No entanto, a atividade de justificação diz respeito a justificar ou validar uma teoria, confrontando-a com fatos a fim de mostrar a sua validade; essa tarefa exige uma análise do tipo lógico, que se rege pelas regras do modo cientifico. A justificação diz respeito às razões justificadoras para que o enunciado seja aceito como verdadeiro, o problema da justificação somente pode ser resolvido mediante observações, experiências e argumentos – depende das provas capazes de corroborar o afirmado, portanto, trata-se de uma questão de aceitabilidade dos enunciados.
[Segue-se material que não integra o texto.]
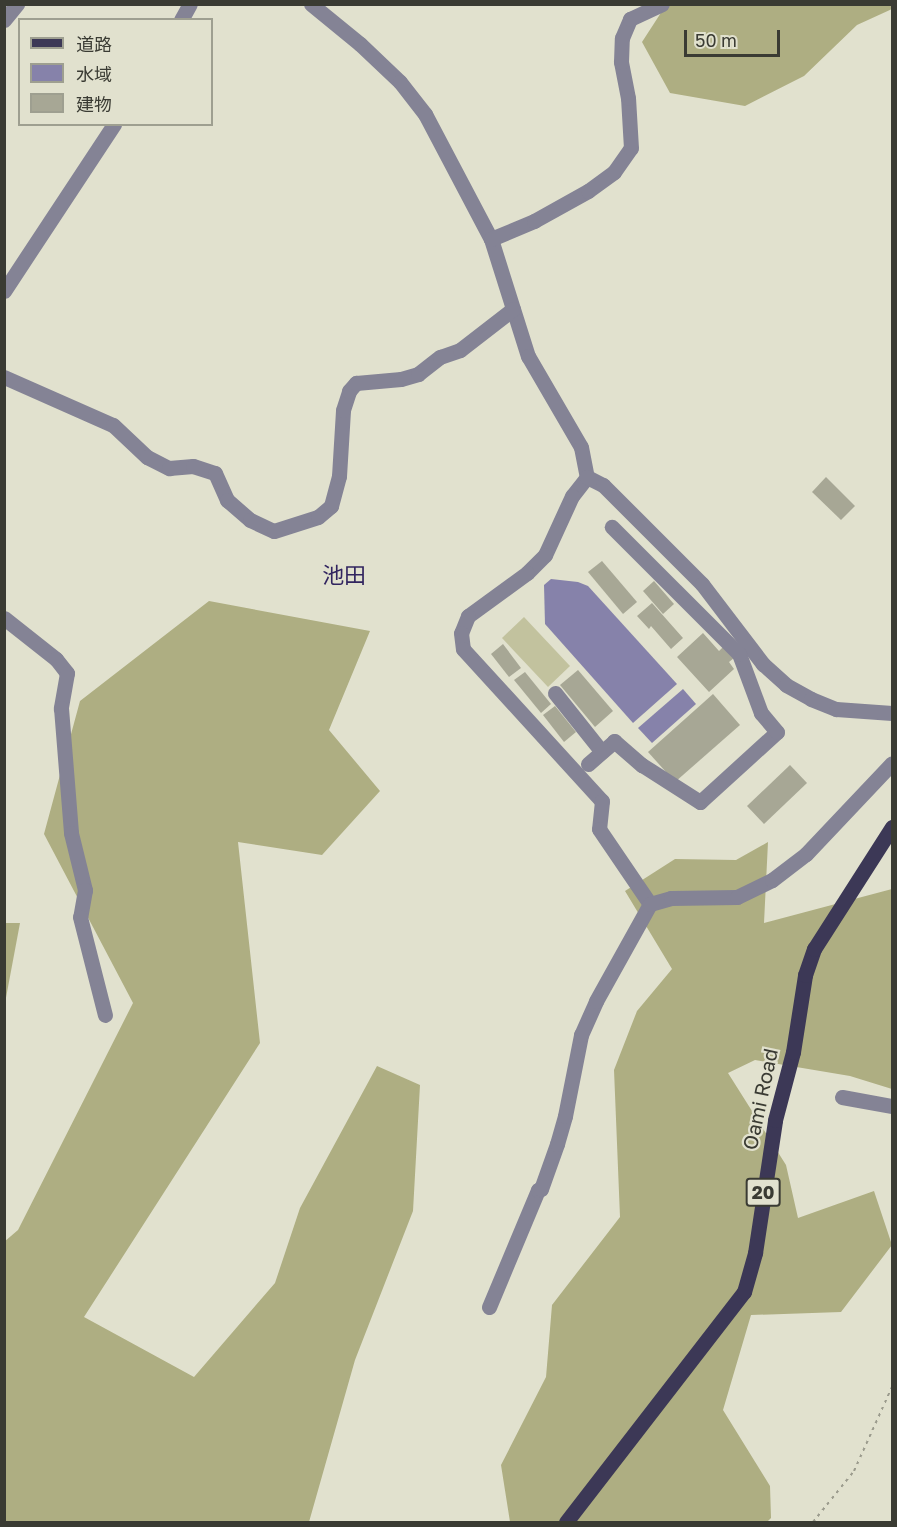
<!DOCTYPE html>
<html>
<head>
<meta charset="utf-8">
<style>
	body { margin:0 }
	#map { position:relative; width:897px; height:1527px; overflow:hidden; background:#e1e1ce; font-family:"Golos Text","Noto Sans JP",sans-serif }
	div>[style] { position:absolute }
	.green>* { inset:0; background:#c2c29e }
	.forest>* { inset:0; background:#aeae82 }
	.water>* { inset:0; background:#8682aa }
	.building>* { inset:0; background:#a7a795 }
	.path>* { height:2px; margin-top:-1px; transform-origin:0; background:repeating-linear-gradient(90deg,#9b9b8d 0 3px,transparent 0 7.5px) }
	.minor>* { height:15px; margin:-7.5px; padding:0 7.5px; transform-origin:7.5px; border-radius:7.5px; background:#848395 }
	.major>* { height:15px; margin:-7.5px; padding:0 7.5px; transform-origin:7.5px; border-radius:7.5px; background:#3c3856 }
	span { translate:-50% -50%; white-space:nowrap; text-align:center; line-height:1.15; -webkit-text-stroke:4.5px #e1e1ce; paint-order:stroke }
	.shield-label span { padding:2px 4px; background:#e1e1ce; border:2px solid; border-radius:4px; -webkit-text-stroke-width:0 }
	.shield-label { font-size:18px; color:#3a3b33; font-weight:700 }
	.street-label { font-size:20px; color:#3a3b33 }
	.quarter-label { font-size:22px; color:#31245f }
	.frame { position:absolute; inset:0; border:6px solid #3a3b33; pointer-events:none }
	.legend { position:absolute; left:18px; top:18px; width:195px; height:108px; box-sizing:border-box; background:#e1e1ce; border:2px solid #9e9f90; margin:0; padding:8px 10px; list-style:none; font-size:18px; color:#3a3b33 }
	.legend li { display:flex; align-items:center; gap:12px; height:30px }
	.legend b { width:30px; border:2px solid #9e9f90 }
	.scale { position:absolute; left:684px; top:30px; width:96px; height:27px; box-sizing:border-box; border:3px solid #3a3b33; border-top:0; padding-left:8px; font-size:18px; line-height:21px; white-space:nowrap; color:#3a3b33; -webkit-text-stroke:4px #e1e1ce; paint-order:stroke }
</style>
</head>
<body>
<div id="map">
	<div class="green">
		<div style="clip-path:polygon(524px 617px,570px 666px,548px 687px,502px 638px)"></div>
	</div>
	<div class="forest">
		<div style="clip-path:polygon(666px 5px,892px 5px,892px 9px,857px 25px,804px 76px,745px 106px,670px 93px,642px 42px)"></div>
		<div style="clip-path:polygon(209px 601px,370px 631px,329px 730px,380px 791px,322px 855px,238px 842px,260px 1043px,84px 1317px,194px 1377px,275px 1283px,300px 1208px,377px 1066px,420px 1085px,413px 1211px,355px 1360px,309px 1522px,5px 1522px,4px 1242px,18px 1230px,133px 1003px,44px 834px,80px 701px)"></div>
		<div style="clip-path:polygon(768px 842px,764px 923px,892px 889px,892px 1089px,850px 1076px,755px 1060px,728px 1073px,786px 1165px,798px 1218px,874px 1191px,892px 1245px,841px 1312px,751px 1315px,723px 1410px,770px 1486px,771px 1518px,767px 1522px,510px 1522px,501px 1465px,546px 1377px,552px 1305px,620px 1217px,614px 1070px,637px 1011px,672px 969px,625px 891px,675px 859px,736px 860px)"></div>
		<div style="clip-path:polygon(5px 923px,20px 923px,5px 1003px,4px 923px)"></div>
	</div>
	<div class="water">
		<div style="clip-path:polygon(551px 579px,578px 582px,588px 586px,677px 684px,633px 723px,545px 624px,544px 585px)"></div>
		<div style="clip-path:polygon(683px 689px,696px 704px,652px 743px,638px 728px)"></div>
	</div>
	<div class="building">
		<div style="clip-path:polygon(826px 477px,855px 506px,841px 520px,812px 492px)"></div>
		<div style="clip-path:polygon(602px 561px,637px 602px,623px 614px,588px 572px)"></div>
		<div style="clip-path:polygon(654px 581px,674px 604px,663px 614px,643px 591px)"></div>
		<div style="clip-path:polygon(652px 603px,683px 638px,671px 649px,651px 626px,649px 629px,637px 616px)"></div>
		<div style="clip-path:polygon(703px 633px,719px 651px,724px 646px,734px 658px,729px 662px,734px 669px,709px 692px,677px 657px)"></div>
		<div style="clip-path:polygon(503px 644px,521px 668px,509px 677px,491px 654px)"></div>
		<div style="clip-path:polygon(578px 670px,613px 711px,595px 727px,560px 685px)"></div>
		<div style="clip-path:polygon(525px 672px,551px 704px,541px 713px,514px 680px)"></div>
		<div style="clip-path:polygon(713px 694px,740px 725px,675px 782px,648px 752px)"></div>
		<div style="clip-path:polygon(555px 706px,576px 732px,564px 742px,543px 715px)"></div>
		<div style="clip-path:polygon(790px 765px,807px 783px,764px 824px,747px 806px)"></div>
	</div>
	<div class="path">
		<div style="left:813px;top:1522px;width:65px;rotate:-51.2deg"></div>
		<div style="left:854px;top:1471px;width:92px;rotate:-65.7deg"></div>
	</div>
	<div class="minor">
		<div style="left:311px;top:4px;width:63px;rotate:39.2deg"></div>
		<div style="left:360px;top:44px;width:55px;rotate:43.5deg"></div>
		<div style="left:400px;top:82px;width:41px;rotate:52deg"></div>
		<div style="left:425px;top:114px;width:141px;rotate:62.2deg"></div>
		<div style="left:491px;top:239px;width:123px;rotate:72.5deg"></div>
		<div style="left:528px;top:356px;width:105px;rotate:59.8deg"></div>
		<div style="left:581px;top:447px;width:31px;rotate:79deg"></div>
		<div style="left:587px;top:477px;width:24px;rotate:128deg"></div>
		<div style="left:572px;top:496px;width:65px;rotate:114.6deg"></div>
		<div style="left:545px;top:555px;width:25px;rotate:135deg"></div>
		<div style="left:527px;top:573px;width:73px;rotate:143.9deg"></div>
		<div style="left:468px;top:616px;width:18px;rotate:112deg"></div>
		<div style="left:461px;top:633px;width:16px;rotate:83deg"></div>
		<div style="left:463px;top:649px;width:206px;rotate:47.6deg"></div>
		<div style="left:602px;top:801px;width:28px;rotate:96deg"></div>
		<div style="left:599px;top:829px;width:91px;rotate:55.8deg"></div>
		<div style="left:4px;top:20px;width:21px;rotate:-51deg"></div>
		<div style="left:181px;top:20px;width:18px;rotate:-61deg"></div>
		<div style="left:491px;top:239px;width:47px;rotate:-22.7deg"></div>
		<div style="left:534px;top:221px;width:62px;rotate:-29.1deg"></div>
		<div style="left:588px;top:191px;width:32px;rotate:-36deg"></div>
		<div style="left:614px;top:172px;width:29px;rotate:-55deg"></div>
		<div style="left:631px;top:148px;width:50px;rotate:-93.4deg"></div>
		<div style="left:628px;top:98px;width:37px;rotate:-101deg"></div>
		<div style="left:621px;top:62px;width:24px;rotate:-88deg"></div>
		<div style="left:622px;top:38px;width:21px;rotate:-67deg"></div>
		<div style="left:630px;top:19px;width:35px;rotate:-25deg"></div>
		<div style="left:4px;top:291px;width:200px;rotate:-56.6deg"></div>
		<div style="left:4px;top:377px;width:119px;rotate:23.8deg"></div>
		<div style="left:113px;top:425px;width:47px;rotate:43.3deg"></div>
		<div style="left:147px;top:457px;width:25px;rotate:27deg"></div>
		<div style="left:169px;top:468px;width:24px;rotate:-5deg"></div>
		<div style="left:193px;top:466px;width:23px;rotate:18deg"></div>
		<div style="left:215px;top:473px;width:30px;rotate:66deg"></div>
		<div style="left:227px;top:500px;width:30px;rotate:41deg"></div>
		<div style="left:250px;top:520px;width:26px;rotate:25deg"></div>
		<div style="left:274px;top:531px;width:46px;rotate:-17.7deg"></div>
		<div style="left:318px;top:517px;width:17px;rotate:-40deg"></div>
		<div style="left:331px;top:506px;width:31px;rotate:-75deg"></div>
		<div style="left:339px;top:476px;width:66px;rotate:-86.5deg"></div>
		<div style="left:343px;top:410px;width:20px;rotate:-72deg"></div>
		<div style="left:349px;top:391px;width:11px;rotate:-49deg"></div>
		<div style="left:356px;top:383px;width:45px;rotate:-5.1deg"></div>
		<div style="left:401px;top:379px;width:18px;rotate:-16deg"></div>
		<div style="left:418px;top:374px;width:28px;rotate:-38deg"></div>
		<div style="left:440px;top:357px;width:21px;rotate:-19deg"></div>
		<div style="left:460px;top:350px;width:67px;rotate:-37.7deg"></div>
		<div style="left:587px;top:477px;width:18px;rotate:27deg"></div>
		<div style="left:603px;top:485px;width:140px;rotate:45deg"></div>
		<div style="left:702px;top:584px;width:101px;rotate:52.7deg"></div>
		<div style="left:763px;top:664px;width:31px;rotate:42deg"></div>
		<div style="left:786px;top:685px;width:29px;rotate:29deg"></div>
		<div style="left:811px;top:699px;width:27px;rotate:22deg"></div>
		<div style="left:836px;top:709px;width:56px;rotate:4.1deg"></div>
		<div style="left:4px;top:618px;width:66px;rotate:38.3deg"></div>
		<div style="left:56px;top:659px;width:18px;rotate:52deg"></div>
		<div style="left:67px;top:673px;width:36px;rotate:100deg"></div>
		<div style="left:61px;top:708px;width:125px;rotate:85.4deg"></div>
		<div style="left:71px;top:833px;width:59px;rotate:76.2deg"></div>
		<div style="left:85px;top:890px;width:27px;rotate:100deg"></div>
		<div style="left:80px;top:917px;width:101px;rotate:75.7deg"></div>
		<div style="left:555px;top:693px;width:75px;rotate:51.5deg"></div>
		<div style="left:588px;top:764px;width:35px;rotate:-41deg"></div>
		<div style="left:614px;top:741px;width:37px;rotate:41deg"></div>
		<div style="left:642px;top:765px;width:69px;rotate:32.5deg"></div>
		<div style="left:700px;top:802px;width:104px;rotate:-42.3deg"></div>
		<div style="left:777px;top:732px;width:25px;rotate:-130deg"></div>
		<div style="left:761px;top:713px;width:63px;rotate:-110.4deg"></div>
		<div style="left:739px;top:654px;width:180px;rotate:-135deg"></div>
		<div style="left:842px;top:1097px;width:51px;rotate:10.2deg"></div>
		<div style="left:489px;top:1307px;width:127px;rotate:-67.3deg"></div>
		<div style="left:538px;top:1190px;width:3px;rotate:-18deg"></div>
		<div style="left:541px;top:1189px;width:48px;rotate:-70.4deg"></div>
		<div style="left:557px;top:1144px;width:29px;rotate:-74deg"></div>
		<div style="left:565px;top:1116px;width:83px;rotate:-78.8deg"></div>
		<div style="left:581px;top:1035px;width:37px;rotate:-66deg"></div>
		<div style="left:596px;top:1001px;width:111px;rotate:-60.9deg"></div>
		<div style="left:650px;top:904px;width:22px;rotate:-16deg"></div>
		<div style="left:671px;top:898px;width:66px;rotate:-0.9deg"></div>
		<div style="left:737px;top:897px;width:39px;rotate:-26deg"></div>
		<div style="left:772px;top:880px;width:43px;rotate:-37.4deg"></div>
		<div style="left:806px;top:854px;width:125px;rotate:-46.6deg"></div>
	</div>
	<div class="major">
		<div style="left:566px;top:1522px;width:291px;rotate:-52.3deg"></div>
		<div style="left:744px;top:1292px;width:41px;rotate:-74.2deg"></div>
		<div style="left:755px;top:1253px;width:134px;rotate:-81.4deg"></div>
		<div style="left:775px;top:1120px;width:70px;rotate:-75.2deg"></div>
		<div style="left:793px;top:1052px;width:78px;rotate:-81.1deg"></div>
		<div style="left:805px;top:975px;width:28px;rotate:-71deg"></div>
		<div style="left:814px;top:949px;width:145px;rotate:-57.4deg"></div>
	</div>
	<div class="shield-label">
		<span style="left:763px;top:1192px">20</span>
	</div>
	<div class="street-label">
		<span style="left:760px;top:1099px;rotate:-78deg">Oami Road</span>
	</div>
	<div class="quarter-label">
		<span style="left:344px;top:575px">池田</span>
	</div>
	<div class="frame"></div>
	<ul class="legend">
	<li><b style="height:8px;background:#3c3856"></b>道路</li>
	<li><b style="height:16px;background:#8682aa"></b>水域</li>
	<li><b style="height:16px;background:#a7a795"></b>建物</li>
	</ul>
	<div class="scale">50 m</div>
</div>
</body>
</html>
Assim, deve-se distinguir entre o procedimento mediante o qual se estabelece uma premissa ou uma conclusão e o procedimento por meio do qual se justifica essa premissa e essa conclusão. No campo do Direito, um desses modelos é o da informação integrada. Segundo Martins Kaplan1, o processo de tomada de decisão de um juiz ou de um jurado é resultado da combinação de valores da informação com os valores da impressão inicial; o processo começa com a acumulação das unidades de provas ou de informação, depois, segue com a avaliação dessas unidades de provas ou de informação, a cada prova ou item informativo se atribui um peso numa escala específica, depois, finalmente, entra a impressão inicial - preconceitos do juiz ou do jurídico.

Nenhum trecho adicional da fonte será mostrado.